Now the company appears to have shifted its stance somewhat. Spokesman Paul Adelmann read from a statement issued Monday night.
"Xcel Energy has very dedicated employees whose main concerns lie in the quality of service provided to our customers. However, instances were found where the company's documentation processes were not followed consistently in prior years. Most deviations occurred at one service center for Minneapolis and involved a small number of employees," Adelmann said.
The statement says Xcel is fully committed to improved procedures that will eliminate inconsistent or inaccurate outage reporting. Xcel says it has new safeguards to ensure reliable reporting, including a management reorganization.

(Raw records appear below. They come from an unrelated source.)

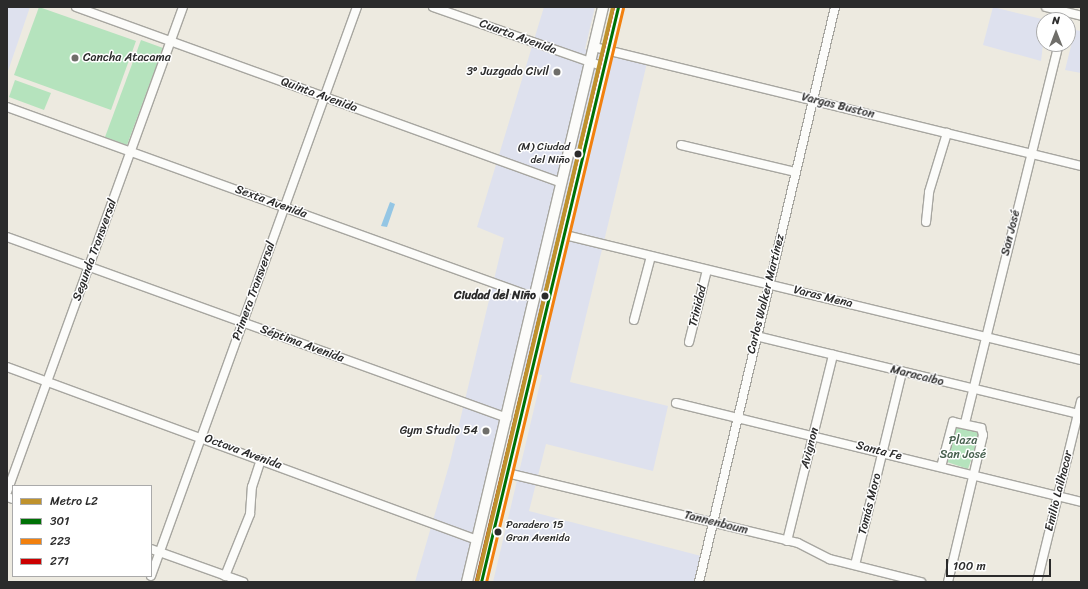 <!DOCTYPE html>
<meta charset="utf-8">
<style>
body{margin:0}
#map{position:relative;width:1088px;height:589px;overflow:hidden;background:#edeae0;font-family:Sriracha,sans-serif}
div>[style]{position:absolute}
.built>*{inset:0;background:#dee1ee}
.green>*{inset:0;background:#b5e3bd}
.water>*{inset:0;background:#94c6e4}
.roads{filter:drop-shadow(1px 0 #a7a6a0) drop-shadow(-1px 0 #a7a6a0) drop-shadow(0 1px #a7a6a0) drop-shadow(0 -1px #a7a6a0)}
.minor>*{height:8px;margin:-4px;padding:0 4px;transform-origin:4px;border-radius:4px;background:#fcfcfa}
.major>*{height:10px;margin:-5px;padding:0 5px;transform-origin:5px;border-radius:5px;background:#fcfcfa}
.bus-1>*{height:3px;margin:-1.5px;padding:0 1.5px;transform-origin:1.5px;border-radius:1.5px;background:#007106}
.bus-2>*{height:3px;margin:-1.5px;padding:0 1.5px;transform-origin:1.5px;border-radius:1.5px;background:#f2800e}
.bus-3>*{height:3px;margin:-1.5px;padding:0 1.5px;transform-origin:1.5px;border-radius:1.5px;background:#c00}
.metro-1>*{height:4px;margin:-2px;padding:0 2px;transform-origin:2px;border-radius:2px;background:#bf922d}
.dots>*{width:11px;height:11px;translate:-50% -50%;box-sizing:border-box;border:2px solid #fff;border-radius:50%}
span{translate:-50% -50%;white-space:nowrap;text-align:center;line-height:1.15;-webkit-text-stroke:3px #fff;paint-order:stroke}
.bus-label{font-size:11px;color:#2b2b2b}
.right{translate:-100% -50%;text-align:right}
.left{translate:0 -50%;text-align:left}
.street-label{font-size:12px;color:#2b2b2b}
.poi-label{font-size:12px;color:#2b2b2b}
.stop-label{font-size:12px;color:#2b2b2b;font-weight:700}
.park-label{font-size:12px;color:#47604e}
.frame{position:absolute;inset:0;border:8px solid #2b2b2b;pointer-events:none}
.legend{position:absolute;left:12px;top:485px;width:140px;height:92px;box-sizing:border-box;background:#fff;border:1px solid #aaa;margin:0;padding:5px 7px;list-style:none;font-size:12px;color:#2b2b2b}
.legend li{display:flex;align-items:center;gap:8px;height:20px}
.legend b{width:20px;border:1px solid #aaa}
.north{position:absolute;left:1036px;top:12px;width:40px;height:40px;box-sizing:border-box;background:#fff;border:1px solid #aaa;border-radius:50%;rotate:0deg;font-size:11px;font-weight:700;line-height:16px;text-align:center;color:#2b2b2b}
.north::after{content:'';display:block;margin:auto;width:14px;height:18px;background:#6f6e6a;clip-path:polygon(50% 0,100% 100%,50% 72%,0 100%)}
.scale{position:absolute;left:946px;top:559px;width:105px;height:18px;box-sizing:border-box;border:2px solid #2b2b2b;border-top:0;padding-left:5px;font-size:12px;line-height:14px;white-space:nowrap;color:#2b2b2b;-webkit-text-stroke:3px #fff;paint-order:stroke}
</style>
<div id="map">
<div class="built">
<div style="clip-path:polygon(7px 7px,30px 7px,7px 74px)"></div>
<div style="clip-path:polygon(544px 7px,595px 7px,585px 49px,647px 63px,570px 382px,668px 406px,653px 471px,546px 444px,529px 511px,701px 556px,694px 582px,493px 582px,542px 375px,511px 369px,461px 582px,415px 582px,450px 462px,504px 238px,477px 227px)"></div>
<div style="clip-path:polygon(993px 7px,1046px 20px,1041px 61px,983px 45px)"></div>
<div style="clip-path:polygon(1075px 30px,1081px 31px,1081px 73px,1065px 70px)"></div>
</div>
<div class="green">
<div style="clip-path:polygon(39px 7px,136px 41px,111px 110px,14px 75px)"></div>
<div style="clip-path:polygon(141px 40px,163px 48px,127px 145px,105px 137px)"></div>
<div style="clip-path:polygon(15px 80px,51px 93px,44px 110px,9px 97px)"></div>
<div style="clip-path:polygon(955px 426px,977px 430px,980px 434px,968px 469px,947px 462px)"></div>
</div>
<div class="water">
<div style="clip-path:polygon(390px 202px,395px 204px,387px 227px,381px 226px)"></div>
</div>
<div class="roads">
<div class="minor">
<div style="left:76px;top:7px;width:517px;rotate:19.91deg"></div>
<div style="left:433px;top:7px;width:181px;rotate:19.3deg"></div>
<div style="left:1046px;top:7px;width:36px;rotate:14deg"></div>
<div style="left:594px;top:47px;width:501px;rotate:13.73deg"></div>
<div style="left:7px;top:107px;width:561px;rotate:19.89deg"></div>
<div style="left:681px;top:145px;width:117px;rotate:13.3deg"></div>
<div style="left:926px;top:222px;width:30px;rotate:-84deg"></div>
<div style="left:929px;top:192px;width:62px;rotate:-73deg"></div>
<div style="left:565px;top:235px;width:531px;rotate:13.62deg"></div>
<div style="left:7px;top:237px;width:532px;rotate:19.9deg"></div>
<div style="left:634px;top:320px;width:66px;rotate:-75.1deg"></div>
<div style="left:756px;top:336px;width:331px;rotate:13.6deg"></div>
<div style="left:689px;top:342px;width:74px;rotate:-76deg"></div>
<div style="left:7px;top:367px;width:501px;rotate:20.21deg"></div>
<div style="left:676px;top:403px;width:417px;rotate:13.7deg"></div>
<div style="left:965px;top:423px;width:390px;rotate:-76.1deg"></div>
<div style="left:941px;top:467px;width:47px;rotate:-75.1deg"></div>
<div style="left:953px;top:422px;width:29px;rotate:12deg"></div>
<div style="left:981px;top:428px;width:7px;rotate:74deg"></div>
<div style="left:983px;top:435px;width:151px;rotate:103.4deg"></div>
<div style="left:507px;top:473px;width:299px;rotate:13.5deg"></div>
<div style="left:798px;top:543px;width:36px;rotate:27deg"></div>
<div style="left:830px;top:559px;width:94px;rotate:14.2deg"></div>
<div style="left:7px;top:492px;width:516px;rotate:-70.05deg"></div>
<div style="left:7px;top:497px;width:6px;rotate:18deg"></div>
<div style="left:787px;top:541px;width:192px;rotate:-76.1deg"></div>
<div style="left:151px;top:549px;width:98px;rotate:19.7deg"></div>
<div style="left:855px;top:565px;width:199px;rotate:-76.3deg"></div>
<div style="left:151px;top:576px;width:605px;rotate:-70.1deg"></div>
<div style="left:225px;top:576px;width:67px;rotate:-68deg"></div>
<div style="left:250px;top:514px;width:27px;rotate:-86deg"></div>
<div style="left:252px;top:487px;width:29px;rotate:-72deg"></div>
<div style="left:699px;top:582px;width:591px;rotate:-76.69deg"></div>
<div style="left:1037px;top:582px;width:186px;rotate:-76.3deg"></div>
</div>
<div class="major">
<div style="left:467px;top:582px;width:591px;rotate:-76.69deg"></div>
<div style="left:481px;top:582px;width:591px;rotate:-76.6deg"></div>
</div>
</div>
<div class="bus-1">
<div style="left:481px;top:582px;width:591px;rotate:-76.6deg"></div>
</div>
<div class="bus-2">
<div style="left:486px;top:582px;width:590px;rotate:-76.58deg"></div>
</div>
<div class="bus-3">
<div style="left:476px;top:581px;width:590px;rotate:-76.58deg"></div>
</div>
<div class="metro-1">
<div style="left:477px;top:582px;width:591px;rotate:-76.69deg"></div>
</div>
<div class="dots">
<div style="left:75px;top:58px;background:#6f6e6a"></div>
<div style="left:557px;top:72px;background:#6f6e6a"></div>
<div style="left:578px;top:154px;background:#2b2b2b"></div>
<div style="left:545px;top:296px;background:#2b2b2b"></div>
<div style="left:486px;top:431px;background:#6f6e6a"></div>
<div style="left:498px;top:532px;background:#2b2b2b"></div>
</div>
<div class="bus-label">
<span class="right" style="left:570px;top:154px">(M) Ciudad<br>del Niño</span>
<span class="left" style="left:506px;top:532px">Paradero 15<br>Gran Avenida</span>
</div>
<div class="street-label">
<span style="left:518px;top:37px;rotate:20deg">Cuarta Avenida</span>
<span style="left:319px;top:95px;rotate:20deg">Quinta Avenida</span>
<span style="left:838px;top:106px;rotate:14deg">Vargas Buston</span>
<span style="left:271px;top:202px;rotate:20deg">Sexta Avenida</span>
<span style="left:1011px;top:233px;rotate:-76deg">San José</span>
<span style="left:95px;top:250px;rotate:-70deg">Segunda Transversal</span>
<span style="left:254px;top:291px;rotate:-70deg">Primera Transversal</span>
<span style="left:766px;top:294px;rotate:-76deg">Carlos Walker Martínez</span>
<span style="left:823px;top:297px;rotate:14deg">Varas Mena</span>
<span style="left:698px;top:306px;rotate:-76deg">Trinidad</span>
<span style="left:302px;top:344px;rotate:20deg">Séptima Avenida</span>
<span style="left:917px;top:376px;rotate:14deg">Maracaibo</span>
<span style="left:810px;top:448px;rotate:-76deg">Avignon</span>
<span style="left:879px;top:451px;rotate:14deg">Santa Fe</span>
<span style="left:243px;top:452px;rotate:20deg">Octava Avenida</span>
<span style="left:1059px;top:491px;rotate:-76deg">Emilio Lailhacar</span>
<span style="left:870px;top:504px;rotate:-76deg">Tomás Moro</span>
<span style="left:716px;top:523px;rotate:14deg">Tannenbaum</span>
</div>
<div class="poi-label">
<span class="left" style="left:83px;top:58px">Cancha Atacama</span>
<span class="right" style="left:549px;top:72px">3º Juzgado Civil</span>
<span class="right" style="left:478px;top:431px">Gym Studio 54</span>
</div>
<div class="stop-label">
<span class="right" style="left:536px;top:296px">Ciudad del Niño</span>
</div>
<div class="park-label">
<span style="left:963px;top:448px">Plaza<br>San José</span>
</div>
<div class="frame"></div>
<ul class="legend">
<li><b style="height:5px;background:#bf922d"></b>Metro L2</li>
<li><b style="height:5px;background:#007106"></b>301</li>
<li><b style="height:5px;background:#f2800e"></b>223</li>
<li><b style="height:5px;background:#c00"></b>271</li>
</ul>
<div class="north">N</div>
<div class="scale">100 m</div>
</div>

The company can be fined $100,000 for violations of reliability standards.
The Fraudwise report found 22 percent of outages recorded electronically did not match what a repair person wrote on a paper record.
The report also cites employee interviews. One unidentified worker dealing with outage reports daily said a supervisor instructed the employee to enter a duration of 90 minutes on each job, regardless of what the paper record indicated. Later the instruction was changed to 60 minutes.
The report also said employees provided documentation of discrepancies in which outages lasting from nearly 8 to 20 hours were eventually recorded as only a fraction of their length.
The report includes a curious twist -- a former NSP employee offered to consult with Fraudwise, but then resigned and wrote a rebuttal to the preliminary findings. The report includes a similar rebuttal sent anonymously to the Commerce Department, agreeing that Xcel's data appears unreliable. But the letter says allegations of manipulation appear based on unreliable data and/or a misunderstanding of industry practices.
The Fraudwise findings now go to the Minnesota Public Utilities Commission. Chairman Leroy Koppendrayer declined an interview request, saying it would be unethical to comment on a matter on which has to rule eventually.
Xcel says its improvements include a suggestion from the International Brotherhood of Electrical Workers. Local 160 assistant business manager Tom Koehler says the change allows repair crews to verify the outage times recorded. He says that will address a weakness in the old system.
"Once we were done with the job and turned the paperwork in, we usually didn't see those numbers or see that paperwork again," said Koehler.
Xcel's statement says company officials are reviewing the Fraudwise report and are committed to maintaining the company's credibility with regulators, customers and employees.
"We are committed to addressing the issues in the report, and we anticipate discussing them further with FraudWise and state regulators," said Xcel spokesman Paul Adelmann.
Officials with the state Commerce Department and Attorney General's office say they, too, are reviewing the report.